Your blush gives you away: detecting hidden mental states with remote photoplethysmography and thermal imaging

PeerJ Comput Sci. 2024 Mar 20:10:e1912. doi: 10.7717/peerj-cs.1912. eCollection 2024.

Abstract

Multimodal emotion recognition techniques are increasingly essential for assessing mental states. Image-based methods, however, tend to focus predominantly on overt visual cues and often overlook subtler mental state changes. Psychophysiological research has demonstrated that heart rate (HR) and skin temperature are effective in detecting autonomic nervous system (ANS) activities, thereby revealing these subtle changes.
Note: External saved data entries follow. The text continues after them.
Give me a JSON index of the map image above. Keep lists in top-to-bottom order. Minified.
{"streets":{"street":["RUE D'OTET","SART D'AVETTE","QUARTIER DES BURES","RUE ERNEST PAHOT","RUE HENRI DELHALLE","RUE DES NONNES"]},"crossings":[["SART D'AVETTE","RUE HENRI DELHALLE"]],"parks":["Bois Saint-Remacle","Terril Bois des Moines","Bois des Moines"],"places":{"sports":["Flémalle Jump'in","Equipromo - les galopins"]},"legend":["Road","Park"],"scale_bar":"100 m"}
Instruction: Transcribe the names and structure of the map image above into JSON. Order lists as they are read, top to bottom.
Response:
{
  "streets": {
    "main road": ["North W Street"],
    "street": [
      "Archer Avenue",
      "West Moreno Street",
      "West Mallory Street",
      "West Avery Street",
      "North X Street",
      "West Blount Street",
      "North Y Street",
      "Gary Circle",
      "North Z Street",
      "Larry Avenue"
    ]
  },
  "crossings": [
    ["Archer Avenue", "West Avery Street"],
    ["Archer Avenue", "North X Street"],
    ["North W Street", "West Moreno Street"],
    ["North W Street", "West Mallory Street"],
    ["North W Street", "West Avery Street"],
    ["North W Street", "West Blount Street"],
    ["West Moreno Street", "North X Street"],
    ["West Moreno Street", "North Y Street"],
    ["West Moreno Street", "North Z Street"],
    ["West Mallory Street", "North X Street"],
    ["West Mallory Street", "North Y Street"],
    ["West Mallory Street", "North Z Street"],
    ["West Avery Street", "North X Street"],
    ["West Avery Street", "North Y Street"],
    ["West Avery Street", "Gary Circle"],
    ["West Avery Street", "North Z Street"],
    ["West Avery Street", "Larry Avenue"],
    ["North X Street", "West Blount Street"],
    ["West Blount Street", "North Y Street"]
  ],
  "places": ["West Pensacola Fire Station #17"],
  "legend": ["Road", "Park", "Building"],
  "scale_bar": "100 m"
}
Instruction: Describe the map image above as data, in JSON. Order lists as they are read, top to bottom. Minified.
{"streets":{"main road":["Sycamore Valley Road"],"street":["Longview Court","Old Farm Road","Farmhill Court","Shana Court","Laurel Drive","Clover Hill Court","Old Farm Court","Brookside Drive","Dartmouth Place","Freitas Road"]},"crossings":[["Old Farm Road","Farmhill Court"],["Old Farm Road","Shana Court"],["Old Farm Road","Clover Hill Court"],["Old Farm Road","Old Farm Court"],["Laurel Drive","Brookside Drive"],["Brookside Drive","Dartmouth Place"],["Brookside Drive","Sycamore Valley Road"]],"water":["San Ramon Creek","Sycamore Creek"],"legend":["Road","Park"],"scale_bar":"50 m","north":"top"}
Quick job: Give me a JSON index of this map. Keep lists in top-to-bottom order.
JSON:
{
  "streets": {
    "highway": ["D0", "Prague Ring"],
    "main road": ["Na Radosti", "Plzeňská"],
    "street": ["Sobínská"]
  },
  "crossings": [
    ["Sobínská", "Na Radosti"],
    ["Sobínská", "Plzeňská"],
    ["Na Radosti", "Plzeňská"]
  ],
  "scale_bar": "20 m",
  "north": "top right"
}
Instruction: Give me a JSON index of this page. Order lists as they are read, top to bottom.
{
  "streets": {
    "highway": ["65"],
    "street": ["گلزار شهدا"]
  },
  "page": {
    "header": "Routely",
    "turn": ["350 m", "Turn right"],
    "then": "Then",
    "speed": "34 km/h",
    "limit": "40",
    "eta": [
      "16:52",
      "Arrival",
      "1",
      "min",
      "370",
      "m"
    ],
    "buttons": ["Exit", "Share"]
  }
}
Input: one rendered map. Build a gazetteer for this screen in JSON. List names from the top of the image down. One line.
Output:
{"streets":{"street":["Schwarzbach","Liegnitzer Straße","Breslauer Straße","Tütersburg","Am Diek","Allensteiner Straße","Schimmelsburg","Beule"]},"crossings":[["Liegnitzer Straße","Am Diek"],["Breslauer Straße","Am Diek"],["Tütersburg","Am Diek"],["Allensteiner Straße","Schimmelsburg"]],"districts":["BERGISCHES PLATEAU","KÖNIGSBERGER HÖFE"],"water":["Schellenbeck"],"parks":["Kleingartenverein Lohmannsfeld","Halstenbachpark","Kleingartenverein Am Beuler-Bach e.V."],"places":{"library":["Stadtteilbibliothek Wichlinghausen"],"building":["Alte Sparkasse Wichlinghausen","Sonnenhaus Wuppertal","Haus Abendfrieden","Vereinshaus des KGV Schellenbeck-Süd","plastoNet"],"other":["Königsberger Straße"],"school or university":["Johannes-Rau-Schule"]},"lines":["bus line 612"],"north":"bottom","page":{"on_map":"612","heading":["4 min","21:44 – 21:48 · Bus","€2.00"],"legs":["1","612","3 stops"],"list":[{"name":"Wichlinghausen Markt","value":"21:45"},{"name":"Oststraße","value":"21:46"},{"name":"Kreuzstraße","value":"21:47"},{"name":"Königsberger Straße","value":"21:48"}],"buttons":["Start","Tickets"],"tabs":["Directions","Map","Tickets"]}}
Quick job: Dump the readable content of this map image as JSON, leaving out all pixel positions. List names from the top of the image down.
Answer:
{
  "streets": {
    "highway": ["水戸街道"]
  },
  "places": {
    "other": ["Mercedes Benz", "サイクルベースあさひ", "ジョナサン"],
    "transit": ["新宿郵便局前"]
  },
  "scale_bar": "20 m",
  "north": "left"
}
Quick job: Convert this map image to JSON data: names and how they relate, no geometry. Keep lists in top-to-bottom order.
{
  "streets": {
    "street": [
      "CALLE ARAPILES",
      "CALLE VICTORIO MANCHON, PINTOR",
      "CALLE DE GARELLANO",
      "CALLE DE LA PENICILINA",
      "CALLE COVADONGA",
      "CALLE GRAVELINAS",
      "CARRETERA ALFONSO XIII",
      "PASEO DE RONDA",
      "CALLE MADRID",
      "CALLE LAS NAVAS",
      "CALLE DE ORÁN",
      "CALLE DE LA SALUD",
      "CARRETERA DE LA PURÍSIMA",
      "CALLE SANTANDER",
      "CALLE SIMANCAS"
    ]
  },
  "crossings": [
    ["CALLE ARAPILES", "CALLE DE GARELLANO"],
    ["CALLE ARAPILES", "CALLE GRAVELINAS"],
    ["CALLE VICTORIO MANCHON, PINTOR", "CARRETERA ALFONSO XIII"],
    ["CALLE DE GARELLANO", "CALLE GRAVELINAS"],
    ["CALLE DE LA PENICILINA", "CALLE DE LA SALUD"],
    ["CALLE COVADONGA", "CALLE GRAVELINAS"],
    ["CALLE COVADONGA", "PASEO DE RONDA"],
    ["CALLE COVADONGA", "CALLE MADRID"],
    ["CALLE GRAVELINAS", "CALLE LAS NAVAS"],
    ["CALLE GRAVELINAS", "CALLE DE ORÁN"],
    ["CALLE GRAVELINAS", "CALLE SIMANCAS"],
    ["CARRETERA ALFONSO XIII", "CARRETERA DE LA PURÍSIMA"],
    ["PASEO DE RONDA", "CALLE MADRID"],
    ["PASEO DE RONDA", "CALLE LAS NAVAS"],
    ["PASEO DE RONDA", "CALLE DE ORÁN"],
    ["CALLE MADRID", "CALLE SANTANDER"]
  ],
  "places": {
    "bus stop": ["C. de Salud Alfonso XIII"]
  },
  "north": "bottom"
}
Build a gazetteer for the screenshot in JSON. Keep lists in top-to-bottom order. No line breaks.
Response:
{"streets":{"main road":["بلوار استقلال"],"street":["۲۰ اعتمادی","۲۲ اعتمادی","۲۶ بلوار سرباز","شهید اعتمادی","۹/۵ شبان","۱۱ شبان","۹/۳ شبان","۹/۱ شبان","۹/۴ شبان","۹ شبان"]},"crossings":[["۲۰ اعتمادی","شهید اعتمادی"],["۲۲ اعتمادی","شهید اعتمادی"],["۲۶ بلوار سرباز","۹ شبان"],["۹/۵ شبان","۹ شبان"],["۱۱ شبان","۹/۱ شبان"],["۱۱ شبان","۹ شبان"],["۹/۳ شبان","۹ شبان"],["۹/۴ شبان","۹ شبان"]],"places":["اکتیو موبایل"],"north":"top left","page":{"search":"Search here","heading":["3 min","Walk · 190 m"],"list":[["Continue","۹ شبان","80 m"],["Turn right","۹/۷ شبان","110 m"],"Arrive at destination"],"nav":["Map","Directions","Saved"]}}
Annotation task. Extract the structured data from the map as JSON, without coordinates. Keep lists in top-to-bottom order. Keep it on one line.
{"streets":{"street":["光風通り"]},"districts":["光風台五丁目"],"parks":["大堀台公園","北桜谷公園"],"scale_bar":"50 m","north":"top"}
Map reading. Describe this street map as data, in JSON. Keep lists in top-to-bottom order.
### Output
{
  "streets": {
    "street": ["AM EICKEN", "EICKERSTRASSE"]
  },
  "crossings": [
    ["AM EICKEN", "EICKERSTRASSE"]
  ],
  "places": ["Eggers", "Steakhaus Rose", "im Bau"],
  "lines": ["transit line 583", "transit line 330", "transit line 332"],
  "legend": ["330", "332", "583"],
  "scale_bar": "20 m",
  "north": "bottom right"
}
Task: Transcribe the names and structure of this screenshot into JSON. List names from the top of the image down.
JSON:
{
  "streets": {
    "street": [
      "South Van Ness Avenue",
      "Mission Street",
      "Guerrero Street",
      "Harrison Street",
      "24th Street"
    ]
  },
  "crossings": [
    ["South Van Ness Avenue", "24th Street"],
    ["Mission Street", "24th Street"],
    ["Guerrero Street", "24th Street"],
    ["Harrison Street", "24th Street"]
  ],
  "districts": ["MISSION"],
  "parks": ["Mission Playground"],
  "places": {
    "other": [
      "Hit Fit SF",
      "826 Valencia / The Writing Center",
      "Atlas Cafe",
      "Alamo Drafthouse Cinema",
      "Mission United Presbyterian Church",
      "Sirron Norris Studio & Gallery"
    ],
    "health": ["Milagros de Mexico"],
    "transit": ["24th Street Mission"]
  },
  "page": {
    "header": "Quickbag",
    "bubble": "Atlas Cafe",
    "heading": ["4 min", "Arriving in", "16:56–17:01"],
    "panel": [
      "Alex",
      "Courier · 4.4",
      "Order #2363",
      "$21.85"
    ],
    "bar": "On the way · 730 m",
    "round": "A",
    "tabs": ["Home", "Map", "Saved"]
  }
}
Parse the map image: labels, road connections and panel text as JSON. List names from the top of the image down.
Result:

However, traditional HR tools are generally more costly and less portable, while skin temperature analysis usually necessitates extensive manual processing. Advances in remote photoplethysmography (r-PPG) and automatic thermal region of interest (ROI) detection algorithms have been developed to address these issues, yet their accuracy in practical applications remains limited. This study aims to bridge this gap by integrating r-PPG with thermal imaging to enhance prediction performance. Ninety participants completed a 20-min questionnaire to induce cognitive stress, followed by watching a film aimed at eliciting moral elevation. The results demonstrate that the combination of r-PPG and thermal imaging effectively detects emotional shifts. Using r-PPG alone, the prediction accuracy was 77% for cognitive stress and 61% for moral elevation, as determined by a support vector machine (SVM). Thermal imaging alone achieved 79% accuracy for cognitive stress and 78% for moral elevation, utilizing a random forest (RF) algorithm. An early fusion strategy of these modalities significantly improved accuracies, achieving 87% for cognitive stress and 83% for moral elevation using RF. Further analysis, which utilized statistical metrics and explainable machine learning methods including SHapley Additive exPlanations (SHAP), highlighted key features and clarified the relationship between cardiac responses and facial temperature variations. Notably, it was observed that cardiovascular features derived from r-PPG models had a more pronounced influence in data fusion, despite thermal imaging's higher predictive accuracy in unimodal analysis.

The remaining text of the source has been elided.